▸ **HOW TO COMPLETE THIS TASK**:
Show every line in the records below that contains the word "Christian".

[Stored items from a collection]
☆ ☆ ☆ ☆ ☆ ☆ ☆

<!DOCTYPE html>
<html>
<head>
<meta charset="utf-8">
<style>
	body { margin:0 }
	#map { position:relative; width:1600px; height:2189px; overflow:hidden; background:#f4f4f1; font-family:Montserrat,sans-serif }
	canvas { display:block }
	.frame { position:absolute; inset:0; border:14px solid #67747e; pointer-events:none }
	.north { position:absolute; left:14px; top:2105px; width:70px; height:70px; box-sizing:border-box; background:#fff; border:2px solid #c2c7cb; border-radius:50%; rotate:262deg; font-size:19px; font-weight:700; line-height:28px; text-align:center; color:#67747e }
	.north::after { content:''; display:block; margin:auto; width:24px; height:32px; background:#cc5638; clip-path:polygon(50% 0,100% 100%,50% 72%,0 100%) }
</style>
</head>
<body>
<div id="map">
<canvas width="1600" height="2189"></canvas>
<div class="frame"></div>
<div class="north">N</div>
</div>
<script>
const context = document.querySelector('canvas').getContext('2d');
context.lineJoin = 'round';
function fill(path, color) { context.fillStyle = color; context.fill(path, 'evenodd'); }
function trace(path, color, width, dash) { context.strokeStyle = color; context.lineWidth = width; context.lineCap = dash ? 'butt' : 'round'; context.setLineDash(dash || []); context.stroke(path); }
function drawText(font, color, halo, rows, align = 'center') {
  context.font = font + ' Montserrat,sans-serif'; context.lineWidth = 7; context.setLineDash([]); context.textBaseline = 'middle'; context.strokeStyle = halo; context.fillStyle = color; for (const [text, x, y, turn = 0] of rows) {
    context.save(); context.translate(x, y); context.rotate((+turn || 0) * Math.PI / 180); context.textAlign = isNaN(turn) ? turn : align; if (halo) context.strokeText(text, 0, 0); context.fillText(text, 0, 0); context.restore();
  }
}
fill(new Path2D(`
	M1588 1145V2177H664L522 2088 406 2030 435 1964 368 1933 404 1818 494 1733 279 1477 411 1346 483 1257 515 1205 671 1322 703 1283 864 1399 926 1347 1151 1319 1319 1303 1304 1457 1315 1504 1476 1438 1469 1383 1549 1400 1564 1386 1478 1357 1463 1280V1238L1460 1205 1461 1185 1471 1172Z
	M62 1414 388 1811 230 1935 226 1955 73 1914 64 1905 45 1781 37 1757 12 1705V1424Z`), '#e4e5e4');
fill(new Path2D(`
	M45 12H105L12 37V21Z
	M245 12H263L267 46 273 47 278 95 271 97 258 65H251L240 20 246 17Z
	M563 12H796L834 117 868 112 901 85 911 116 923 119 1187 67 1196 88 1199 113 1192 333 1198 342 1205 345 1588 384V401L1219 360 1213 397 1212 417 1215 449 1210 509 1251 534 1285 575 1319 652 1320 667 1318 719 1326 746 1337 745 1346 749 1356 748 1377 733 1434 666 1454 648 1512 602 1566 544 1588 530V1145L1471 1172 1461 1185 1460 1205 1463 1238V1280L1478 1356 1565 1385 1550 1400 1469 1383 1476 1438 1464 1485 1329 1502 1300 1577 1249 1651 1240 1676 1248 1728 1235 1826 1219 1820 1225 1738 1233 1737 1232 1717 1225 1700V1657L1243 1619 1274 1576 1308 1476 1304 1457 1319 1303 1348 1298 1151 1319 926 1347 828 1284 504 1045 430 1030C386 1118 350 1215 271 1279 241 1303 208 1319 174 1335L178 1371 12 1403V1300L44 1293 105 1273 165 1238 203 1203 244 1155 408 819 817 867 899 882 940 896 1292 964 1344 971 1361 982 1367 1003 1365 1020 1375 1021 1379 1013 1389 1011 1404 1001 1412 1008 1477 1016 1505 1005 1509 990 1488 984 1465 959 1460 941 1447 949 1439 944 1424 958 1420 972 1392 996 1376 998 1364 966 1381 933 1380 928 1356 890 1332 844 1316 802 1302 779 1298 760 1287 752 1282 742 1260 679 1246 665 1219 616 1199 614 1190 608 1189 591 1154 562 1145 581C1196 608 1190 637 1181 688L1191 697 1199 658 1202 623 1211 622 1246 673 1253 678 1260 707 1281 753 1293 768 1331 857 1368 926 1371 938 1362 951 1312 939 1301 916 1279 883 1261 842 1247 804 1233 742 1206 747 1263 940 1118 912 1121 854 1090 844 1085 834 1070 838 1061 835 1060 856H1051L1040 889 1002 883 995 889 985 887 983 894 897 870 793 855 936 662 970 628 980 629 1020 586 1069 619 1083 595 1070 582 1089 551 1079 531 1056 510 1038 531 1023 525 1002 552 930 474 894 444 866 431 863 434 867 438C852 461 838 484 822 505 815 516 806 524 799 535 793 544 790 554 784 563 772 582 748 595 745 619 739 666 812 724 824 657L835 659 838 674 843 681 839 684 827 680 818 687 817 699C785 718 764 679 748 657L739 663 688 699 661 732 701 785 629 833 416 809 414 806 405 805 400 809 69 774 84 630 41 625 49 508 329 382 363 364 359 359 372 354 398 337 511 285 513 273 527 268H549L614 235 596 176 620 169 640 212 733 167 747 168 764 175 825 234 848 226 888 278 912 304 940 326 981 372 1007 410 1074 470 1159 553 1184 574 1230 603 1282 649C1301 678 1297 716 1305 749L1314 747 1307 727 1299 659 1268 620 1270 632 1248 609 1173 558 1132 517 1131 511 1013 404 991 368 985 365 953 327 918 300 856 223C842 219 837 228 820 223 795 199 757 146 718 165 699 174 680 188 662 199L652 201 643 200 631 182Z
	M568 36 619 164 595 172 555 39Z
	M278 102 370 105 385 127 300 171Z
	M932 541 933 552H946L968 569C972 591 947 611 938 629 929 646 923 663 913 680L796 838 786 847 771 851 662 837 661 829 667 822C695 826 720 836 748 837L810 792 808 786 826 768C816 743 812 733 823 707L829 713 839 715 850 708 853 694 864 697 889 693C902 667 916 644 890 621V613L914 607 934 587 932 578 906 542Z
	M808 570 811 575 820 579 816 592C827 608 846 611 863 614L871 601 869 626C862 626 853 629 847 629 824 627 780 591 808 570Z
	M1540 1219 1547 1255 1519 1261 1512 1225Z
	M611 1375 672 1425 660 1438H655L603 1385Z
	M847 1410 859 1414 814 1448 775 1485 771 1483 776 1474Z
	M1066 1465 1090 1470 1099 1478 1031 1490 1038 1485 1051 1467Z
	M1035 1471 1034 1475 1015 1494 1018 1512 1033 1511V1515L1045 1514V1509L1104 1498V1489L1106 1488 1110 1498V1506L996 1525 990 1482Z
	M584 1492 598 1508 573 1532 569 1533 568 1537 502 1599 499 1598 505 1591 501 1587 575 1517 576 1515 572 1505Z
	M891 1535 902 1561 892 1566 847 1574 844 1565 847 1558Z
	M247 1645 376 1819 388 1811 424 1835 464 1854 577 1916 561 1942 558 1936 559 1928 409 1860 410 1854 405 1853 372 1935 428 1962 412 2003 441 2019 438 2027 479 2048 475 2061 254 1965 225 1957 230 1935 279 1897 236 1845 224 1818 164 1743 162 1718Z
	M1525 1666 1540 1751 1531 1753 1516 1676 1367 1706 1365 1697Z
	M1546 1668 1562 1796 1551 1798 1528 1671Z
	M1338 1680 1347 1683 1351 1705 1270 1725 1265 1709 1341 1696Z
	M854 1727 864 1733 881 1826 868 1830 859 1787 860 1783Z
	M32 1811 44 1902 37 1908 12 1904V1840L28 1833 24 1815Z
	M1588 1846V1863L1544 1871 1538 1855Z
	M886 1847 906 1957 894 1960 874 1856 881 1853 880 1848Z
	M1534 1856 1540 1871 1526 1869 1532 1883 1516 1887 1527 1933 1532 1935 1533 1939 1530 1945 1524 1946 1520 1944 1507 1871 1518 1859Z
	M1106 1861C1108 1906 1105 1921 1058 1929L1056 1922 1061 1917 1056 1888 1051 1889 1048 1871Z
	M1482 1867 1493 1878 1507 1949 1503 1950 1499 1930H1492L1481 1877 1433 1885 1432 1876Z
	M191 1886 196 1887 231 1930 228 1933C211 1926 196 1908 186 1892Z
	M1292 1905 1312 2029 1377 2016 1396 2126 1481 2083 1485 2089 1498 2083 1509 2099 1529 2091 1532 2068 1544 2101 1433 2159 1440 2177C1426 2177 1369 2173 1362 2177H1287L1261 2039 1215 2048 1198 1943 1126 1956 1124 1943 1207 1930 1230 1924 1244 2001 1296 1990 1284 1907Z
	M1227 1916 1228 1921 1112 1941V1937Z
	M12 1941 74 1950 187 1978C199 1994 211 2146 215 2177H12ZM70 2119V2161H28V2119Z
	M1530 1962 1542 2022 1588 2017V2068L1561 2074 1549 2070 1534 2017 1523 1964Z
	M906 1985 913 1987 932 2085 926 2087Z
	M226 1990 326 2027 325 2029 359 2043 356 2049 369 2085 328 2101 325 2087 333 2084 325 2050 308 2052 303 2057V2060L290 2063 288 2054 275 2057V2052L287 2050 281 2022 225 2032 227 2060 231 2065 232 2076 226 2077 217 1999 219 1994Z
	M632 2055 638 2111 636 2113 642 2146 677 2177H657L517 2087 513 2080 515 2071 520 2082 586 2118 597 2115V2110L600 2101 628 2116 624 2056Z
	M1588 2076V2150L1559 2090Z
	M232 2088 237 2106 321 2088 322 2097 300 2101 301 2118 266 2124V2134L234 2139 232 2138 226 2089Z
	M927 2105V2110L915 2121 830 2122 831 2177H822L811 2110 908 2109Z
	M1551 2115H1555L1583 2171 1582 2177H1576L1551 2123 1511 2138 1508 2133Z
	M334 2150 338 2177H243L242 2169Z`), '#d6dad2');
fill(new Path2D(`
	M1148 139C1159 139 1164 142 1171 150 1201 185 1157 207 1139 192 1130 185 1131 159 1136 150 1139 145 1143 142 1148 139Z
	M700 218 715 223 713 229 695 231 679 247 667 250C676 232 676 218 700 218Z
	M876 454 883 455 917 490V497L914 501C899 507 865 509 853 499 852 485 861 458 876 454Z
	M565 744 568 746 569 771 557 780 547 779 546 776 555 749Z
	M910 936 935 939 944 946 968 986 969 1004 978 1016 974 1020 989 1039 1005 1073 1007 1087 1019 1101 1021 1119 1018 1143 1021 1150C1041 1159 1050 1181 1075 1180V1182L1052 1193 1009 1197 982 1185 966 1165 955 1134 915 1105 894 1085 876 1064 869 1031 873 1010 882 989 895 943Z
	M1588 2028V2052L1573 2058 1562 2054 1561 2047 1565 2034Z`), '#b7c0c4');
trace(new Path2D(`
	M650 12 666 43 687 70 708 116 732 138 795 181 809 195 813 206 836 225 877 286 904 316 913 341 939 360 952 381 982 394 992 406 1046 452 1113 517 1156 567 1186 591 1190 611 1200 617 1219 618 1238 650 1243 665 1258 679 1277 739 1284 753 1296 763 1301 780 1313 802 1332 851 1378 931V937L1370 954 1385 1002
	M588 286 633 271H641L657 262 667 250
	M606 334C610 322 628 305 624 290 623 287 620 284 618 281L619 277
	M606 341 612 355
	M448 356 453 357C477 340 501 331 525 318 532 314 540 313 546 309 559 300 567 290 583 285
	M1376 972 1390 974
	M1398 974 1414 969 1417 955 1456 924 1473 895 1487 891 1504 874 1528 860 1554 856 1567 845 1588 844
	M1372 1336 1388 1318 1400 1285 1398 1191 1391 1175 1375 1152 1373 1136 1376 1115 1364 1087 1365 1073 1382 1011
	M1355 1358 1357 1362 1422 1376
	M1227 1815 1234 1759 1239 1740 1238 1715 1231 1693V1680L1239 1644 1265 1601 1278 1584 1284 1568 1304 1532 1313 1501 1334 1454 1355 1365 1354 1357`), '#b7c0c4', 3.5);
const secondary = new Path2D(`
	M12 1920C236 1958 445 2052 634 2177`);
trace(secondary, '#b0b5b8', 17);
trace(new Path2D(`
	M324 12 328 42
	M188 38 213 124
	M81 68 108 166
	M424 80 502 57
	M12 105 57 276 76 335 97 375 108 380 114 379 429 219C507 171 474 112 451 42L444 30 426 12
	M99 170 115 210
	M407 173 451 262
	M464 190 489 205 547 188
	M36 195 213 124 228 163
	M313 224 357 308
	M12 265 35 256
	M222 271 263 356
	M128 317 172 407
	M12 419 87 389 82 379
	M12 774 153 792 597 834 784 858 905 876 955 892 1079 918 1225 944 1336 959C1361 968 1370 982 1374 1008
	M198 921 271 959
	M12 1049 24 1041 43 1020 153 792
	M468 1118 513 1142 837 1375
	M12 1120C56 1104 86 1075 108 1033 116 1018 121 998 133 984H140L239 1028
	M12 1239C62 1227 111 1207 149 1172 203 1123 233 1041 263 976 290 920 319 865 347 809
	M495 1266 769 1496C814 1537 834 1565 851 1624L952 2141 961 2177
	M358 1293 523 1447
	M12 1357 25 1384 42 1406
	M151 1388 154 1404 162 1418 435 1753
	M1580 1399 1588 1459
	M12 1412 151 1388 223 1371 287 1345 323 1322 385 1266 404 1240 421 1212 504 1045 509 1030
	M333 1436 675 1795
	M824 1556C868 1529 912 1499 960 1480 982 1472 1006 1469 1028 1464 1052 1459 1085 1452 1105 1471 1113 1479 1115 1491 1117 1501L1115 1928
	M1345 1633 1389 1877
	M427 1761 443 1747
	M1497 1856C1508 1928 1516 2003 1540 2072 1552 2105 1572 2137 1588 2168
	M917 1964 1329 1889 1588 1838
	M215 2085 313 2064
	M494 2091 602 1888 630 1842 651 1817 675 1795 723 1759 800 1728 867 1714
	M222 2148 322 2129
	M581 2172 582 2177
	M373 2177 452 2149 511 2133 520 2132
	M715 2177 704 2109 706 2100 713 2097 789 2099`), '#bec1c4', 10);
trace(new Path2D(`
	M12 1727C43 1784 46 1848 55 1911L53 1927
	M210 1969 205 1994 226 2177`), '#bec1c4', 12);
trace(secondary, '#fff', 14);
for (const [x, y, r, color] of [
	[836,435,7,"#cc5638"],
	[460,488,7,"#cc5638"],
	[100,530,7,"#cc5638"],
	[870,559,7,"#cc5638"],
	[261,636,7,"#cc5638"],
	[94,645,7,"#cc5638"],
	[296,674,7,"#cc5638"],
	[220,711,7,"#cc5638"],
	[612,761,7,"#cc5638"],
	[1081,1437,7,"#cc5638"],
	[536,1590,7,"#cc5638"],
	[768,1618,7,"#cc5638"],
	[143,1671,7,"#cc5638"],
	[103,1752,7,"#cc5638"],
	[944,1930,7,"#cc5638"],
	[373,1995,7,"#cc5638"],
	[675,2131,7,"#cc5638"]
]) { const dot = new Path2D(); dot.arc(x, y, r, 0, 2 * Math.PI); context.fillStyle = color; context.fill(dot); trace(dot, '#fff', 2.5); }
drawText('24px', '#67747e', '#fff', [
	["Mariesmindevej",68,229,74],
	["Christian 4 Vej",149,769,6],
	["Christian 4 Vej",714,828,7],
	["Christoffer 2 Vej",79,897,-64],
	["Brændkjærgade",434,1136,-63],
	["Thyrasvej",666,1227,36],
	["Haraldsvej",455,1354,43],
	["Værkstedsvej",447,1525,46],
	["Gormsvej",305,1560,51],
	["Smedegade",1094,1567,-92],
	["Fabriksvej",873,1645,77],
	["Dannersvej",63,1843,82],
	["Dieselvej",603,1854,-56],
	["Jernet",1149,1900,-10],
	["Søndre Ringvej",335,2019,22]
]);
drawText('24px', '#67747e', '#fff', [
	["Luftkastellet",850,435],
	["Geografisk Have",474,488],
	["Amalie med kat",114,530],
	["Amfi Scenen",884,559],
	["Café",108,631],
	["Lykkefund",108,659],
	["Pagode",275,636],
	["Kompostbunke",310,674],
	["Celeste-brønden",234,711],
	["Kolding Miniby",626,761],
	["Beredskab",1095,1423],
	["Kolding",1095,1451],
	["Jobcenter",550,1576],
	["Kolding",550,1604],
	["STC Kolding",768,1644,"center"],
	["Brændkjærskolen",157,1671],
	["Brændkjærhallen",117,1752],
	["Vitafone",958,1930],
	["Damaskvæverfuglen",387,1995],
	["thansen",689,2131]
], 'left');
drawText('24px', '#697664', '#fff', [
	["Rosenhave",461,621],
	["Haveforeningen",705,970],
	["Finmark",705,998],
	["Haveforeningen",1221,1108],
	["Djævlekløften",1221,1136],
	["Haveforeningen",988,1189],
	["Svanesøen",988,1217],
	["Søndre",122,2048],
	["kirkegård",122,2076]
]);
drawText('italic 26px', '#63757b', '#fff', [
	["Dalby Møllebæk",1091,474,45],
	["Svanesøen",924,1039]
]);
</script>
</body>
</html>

☆ ☆ ☆ ☆ ☆ ☆ ☆

▸ **PROBLEM SOLUTION**:
	["Christian 4 Vej",149,769,6],
	["Christian 4 Vej",714,828,7],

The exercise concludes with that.